My Engineering Internship Experience at Pocket Gems

Pocket Gems
Pocket Gems Tech Blog
5 min readNov 13, 2020

by former PG Intern, Alejandro Rodriguez

One frantic morning in Texas, over 1,500 miles away from San Francisco, I was frantically trying on different pants to find the right mixture of professional and casual. Once I was finally satisfied with my choice, I joined my first meeting only to realize that no one could even see my pants over a webcam anyway. That was how I started the first day of my remote internship at Pocket Gems.

Onboarding

Imagine you’re already drowning in documentation and confusion, miserably isolated in your struggle as the newbie, then someone sends you a bug ticket. I feared that was exactly how my onboarding would go. Fortunately, that couldn’t be further from what actually happened.

My onboarding experience with my team on “War Dragons” started off very welcoming. I joined my first morning meeting and everyone warmly introduced themselves. They went from a void of names and faces on my screen to real people I could connect with. I was still nervous as I completed my first few bug tickets because I felt they would determine how the entire internship would go. I immediately had to deal with systems that neither I nor my mentor was very familiar with. I was glad, however, that it gave me the opportunity to learn from the familiar faces of our morning meetings. With their help and advanced knowledge, I got my first taste of what it meant to work on a real software development team.

I still remember typing out that first Slack message to one of my teammates on “War Dragons” for help. I was worried that I was asking an obvious question or that I would be wasting someone’s time. I probably typed out and deleted a short novel’s worth of text before ending up with a two-sentence summary of the topic and finally hitting send. I was prepared to linger in the dread that came with waiting for a response, but my teammate answered almost immediately. They cleared up my confusion and pointed me in the direction of what sorts of things I should look into. To my relief, they also welcomed me to reach out again if I needed anything else.
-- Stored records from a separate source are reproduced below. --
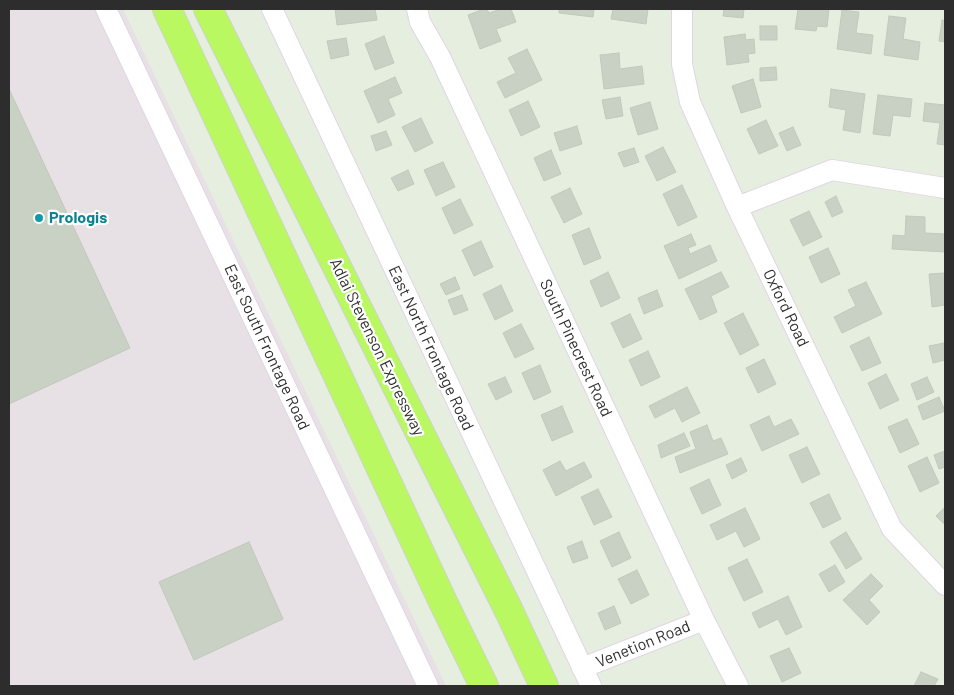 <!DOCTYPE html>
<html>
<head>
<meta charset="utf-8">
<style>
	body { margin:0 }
	#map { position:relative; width:954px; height:695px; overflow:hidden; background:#e6eee0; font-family:Barlow,sans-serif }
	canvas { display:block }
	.frame { position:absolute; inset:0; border:10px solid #2d2d2d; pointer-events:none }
</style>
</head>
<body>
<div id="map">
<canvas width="954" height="695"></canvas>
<div class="frame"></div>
</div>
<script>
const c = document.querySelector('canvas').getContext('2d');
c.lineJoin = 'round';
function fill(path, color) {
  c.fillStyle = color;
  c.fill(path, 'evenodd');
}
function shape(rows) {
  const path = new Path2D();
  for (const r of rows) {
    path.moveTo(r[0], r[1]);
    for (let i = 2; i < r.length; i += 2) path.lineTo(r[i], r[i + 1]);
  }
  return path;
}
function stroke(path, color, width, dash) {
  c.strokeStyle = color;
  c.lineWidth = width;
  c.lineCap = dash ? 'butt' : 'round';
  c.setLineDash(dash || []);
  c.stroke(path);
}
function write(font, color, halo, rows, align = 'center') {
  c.font = font + ' Barlow,sans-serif';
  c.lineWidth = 4.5;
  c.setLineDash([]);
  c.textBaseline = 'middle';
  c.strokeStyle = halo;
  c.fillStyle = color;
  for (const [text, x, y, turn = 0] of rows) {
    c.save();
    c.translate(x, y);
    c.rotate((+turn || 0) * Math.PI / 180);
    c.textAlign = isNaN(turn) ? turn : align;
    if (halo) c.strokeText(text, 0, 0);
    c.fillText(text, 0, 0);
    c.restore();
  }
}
fill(shape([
	[9,9,123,9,446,686,9,686]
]), '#e7e0e5');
const building = shape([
	[335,9,375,9,377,20,337,25,335,9],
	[484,9,487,9,489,13,501,9,511,9,516,22,496,29,501,41,480,49,468,15,484,9],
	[559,9,594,9,593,17,559,13,559,9],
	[613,9,648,9,646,24,611,19,613,9],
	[724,9,744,9,743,18,723,16,724,9],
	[798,9,829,9,827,27,817,26,816,31,795,29,798,9],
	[842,10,859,12,856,33,873,35,871,54,837,49,842,10],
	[889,16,906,18,903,39,920,42,918,60,884,55,889,16],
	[942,20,945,21,945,42,939,41,942,20],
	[760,26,777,26,777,40,760,40,760,26],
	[745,34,746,40,754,39,755,53,748,54,749,62,727,65,724,37,745,34],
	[384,36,394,63,375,70,365,44,384,36],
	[346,38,349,55,331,59,327,41,346,38],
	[527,49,542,80,505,98,497,82,516,73,508,58,527,49],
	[619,53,620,69,642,66,644,84,604,89,600,55,619,53],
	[776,67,777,80,760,81,760,68,776,67],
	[395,77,402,93,388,99,395,115,378,123,364,91,395,77],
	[753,79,761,107,741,113,732,86,753,79],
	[9,89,130,348,9,404,9,89],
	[831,89,865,94,860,133,843,130,846,110,829,107,831,89],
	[878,95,912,99,910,117,893,115,890,136,873,134,878,95],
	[620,97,623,116,606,119,602,100,620,97],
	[528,101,540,127,521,136,509,110,528,101],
	[650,102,658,129,638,135,630,108,650,102],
	[925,103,945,105,945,145,937,144,940,123,923,121,925,103],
	[421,118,433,143,415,152,402,127,421,118],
	[766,120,778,146,759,154,747,129,766,120],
	[577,126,582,144,560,151,554,133,577,126],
	[793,127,801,145,787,151,779,133,793,127],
	[386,131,392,145,376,151,371,136,386,131],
	[663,147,676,172,657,181,645,156,663,147],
	[634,148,639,162,624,167,618,153,634,148],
	[551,150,561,174,544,181,534,158,551,150],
	[443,162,455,187,436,196,424,170,443,162],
	[408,170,414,184,398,191,391,178,408,170],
	[682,185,697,217,678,226,663,194,682,185],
	[570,188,582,214,564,223,551,197,570,188],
	[836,196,843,212,832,217,825,202,836,196],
	[460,199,473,225,454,234,442,208,460,199],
	[809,211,822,237,803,246,790,220,809,211],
	[906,216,925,217,925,233,945,234,945,252,892,249,893,235,905,236,906,216],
	[589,228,601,258,584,265,572,235,589,228],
	[691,234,696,245,688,248,690,254,710,245,717,261,679,279,664,246,691,234],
	[481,241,493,267,474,276,462,250,481,241],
	[828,248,840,274,821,283,809,257,828,248],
	[608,272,620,298,601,307,590,281,608,272],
	[721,272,729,287,711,296,717,312,700,320,685,289,721,272],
	[945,273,945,305,932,307,929,274,945,273],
	[455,277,460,289,446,295,440,284,455,277],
	[866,282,882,314,842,333,834,317,856,306,848,290,866,282],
	[501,285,513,311,495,320,483,294,501,285],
	[657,290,663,306,644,314,638,298,657,290],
	[462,295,468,310,454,315,448,300,462,295],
	[743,313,759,345,740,355,724,323,743,313],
	[630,314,642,339,623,348,611,323,630,314],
	[521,324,534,349,515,358,503,333,521,324],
	[869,337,881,363,862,371,850,346,869,337],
	[944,343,945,360,933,363,929,346,944,343],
	[648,351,660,377,641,386,629,360,648,351],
	[764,359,776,384,758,393,746,368,764,359],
	[540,365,551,392,534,400,522,373,540,365],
	[886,374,899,400,880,409,868,383,886,374],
	[505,377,512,392,496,400,488,384,505,377],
	[927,377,934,392,917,400,911,384,927,377],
	[687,387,700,413,682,422,675,408,655,418,649,406,687,387],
	[939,397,945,411,923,420,918,406,939,397],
	[562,406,573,432,552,441,541,415,562,406],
	[769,416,774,427,791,419,799,434,762,451,750,425,769,416],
	[907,419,919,444,900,453,888,427,907,419],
	[707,425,713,441,721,438,728,454,680,473,675,457,696,449,690,432,707,425],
	[684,433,690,446,661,458,658,445,684,433],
	[807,447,820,474,802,483,789,455,807,447],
	[945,451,945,467,939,469,934,455,945,451],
	[927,457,939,483,920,492,908,466,927,457],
	[741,458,747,471,732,479,726,465,741,458],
	[560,461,566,471,584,462,592,477,556,496,543,470,560,461],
	[709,479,721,505,702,514,690,488,709,479],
	[598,489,612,517,594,525,581,497,598,489],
	[829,494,841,519,823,528,810,503,829,494],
	[945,507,945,525,936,516,945,507],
	[745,508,760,539,744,547,736,531,717,540,710,525,745,508],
	[619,532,631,558,612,567,600,541,619,532],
	[846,532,862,559,846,569,830,542,846,532],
	[582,541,588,558,573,563,567,547,582,541],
	[249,542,283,619,194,660,159,582,249,542],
	[747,559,763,592,744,601,728,568,747,559],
	[835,565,845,582,829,592,819,574,835,565],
	[637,570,649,595,631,604,618,579,637,570],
	[871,574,883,586,869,600,880,612,867,625,843,600,871,574],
	[788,596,802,627,786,635,778,619,759,628,752,613,788,596],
	[614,606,621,623,605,630,598,613,614,606],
	[789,648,801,673,782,682,770,656,789,648],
	[921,672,938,679,934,686,914,686,921,672]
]);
fill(building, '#c9d1c5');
stroke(building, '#c0c9ba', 1);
const minor = shape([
	[106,9,428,686],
	[272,9,591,686],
	[417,9,420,22,440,57,704,620,738,686],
	[682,9,682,64,690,102,737,207,892,529,945,585],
	[737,207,832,170,945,188],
	[582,668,704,620]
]);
const highway = shape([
	[167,9,443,602,484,686],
	[208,9,509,611,544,686]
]);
stroke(minor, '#e1d5e5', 22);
stroke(highway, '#d1d1d1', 30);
stroke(minor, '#fff', 20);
stroke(highway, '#baf861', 28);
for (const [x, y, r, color] of [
	[39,218,5,"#0f9aa8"]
]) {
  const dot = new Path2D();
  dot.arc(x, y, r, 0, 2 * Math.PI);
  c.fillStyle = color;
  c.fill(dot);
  stroke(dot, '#fff', 2);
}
write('bold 16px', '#0d838f', '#fff', [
	["Prologis",49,218]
], 'left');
write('16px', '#2d2d2d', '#fff', [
	["Oxford Road",786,308,64],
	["East South Frontage Road",267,347,65],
	["Adlai Stevenson Expressway",377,347,64],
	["East North Frontage Road",431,348,65],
	["South Pinecrest Road",576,348,65],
	["Venetion Road",643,644,-22]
]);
</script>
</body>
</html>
That was one of the most important moments of my internship because it was when I stopped feeling like an outsider looking in and started feeling like I was just a member of the team.

The Feature

During my internship, my main focus was on implementing a more detailed restrictions system for building placement in “War Dragons.” The feature was primarily focused on giving designers a way to restrict player building placement by “regions.” The end result being that designers could allow players to build more of the game’s strongest towers without breaking the game’s balance. Since I was the engineer who would create and implement the feature, I was able to provide a ton of input on how the feature should behave. I even pulled a couple of our systems together into the feature so that the older systems would run faster and be easier to debug.

My biggest takeaway from the course of development was something that I’d never been taught in college: There is no such thing as a perfect design. The original technical design I proposed for the feature was the biggest example of that. It was very large, robust, and probably could have been expanded to include every building placement restriction feature under the sun. As my mentor pointed out to me, however, it would have been hard to build, even harder to debug, and almost impossible to fully test. Through feedback from my mentor and the team, I realized that I was designing the feature as though it existed all by itself. I had proposed a design that would have been an A+ answer to a hypothetical exam question, making it the equivalent of buying an IBM supercomputer just for typing up emails. It simply wasn’t practical for our needs. So, I built my second design, which is the current version in “War Dragons,” to fit our goals much better. It was simpler and allowed for a more straightforward testing methodology. Since we saved so much time on the implementation and testing, we were able to also improve the UI to help make the player’s experience with the feature even better.

Planning

Since this feature ended up being fairly large and would be used several times per play session for many players, it was important for its release to be completely smooth. After touching base with our QA lead so I could fully understand their goals and needs for testing, I realized how imperative communication between disciplines is. As soon as the feature was partially implemented, we started testing to catch any issues that may have come up later when they would be more difficult to fix.

Since we started testing so early and my internship was remote, there wasn’t really a set routine for keeping the whole team in the loop throughout development. To make things more transparent, I shared every major update or change in a Slack channel with the QA Lead, the lead PM, the designer, and my mentor. By unifying our communications, the QA lead knew what needed to be tested or retested, the PM kept up with the feature’s direction, and the designer could chime in with what they needed clarified. With every person having full clarity during the feature’s implementation and testing, we were able to catch any potential problems before they even had a chance to impact development.

Retrospective

By the end of my internship at Pocket Gems, it felt like either one year or 10 years had gone by. I couldn’t fathom that I had met so many people, worked on so much, and gained such knowledge only in 10 short weeks. When I first began, my only experience was with small teams in my college classes. The internship gave me a chance to learn on my feet. Now, I understand the importance of communication not just with other engineers, but with all other disciplines as well. I recognize that accepting feedback and considering where other’s perspectives come from are important for my growth. In retrospect, there are a few things I would have done differently in my internship, but even that shows how much I’ve changed for the better thanks to Pocket Gems.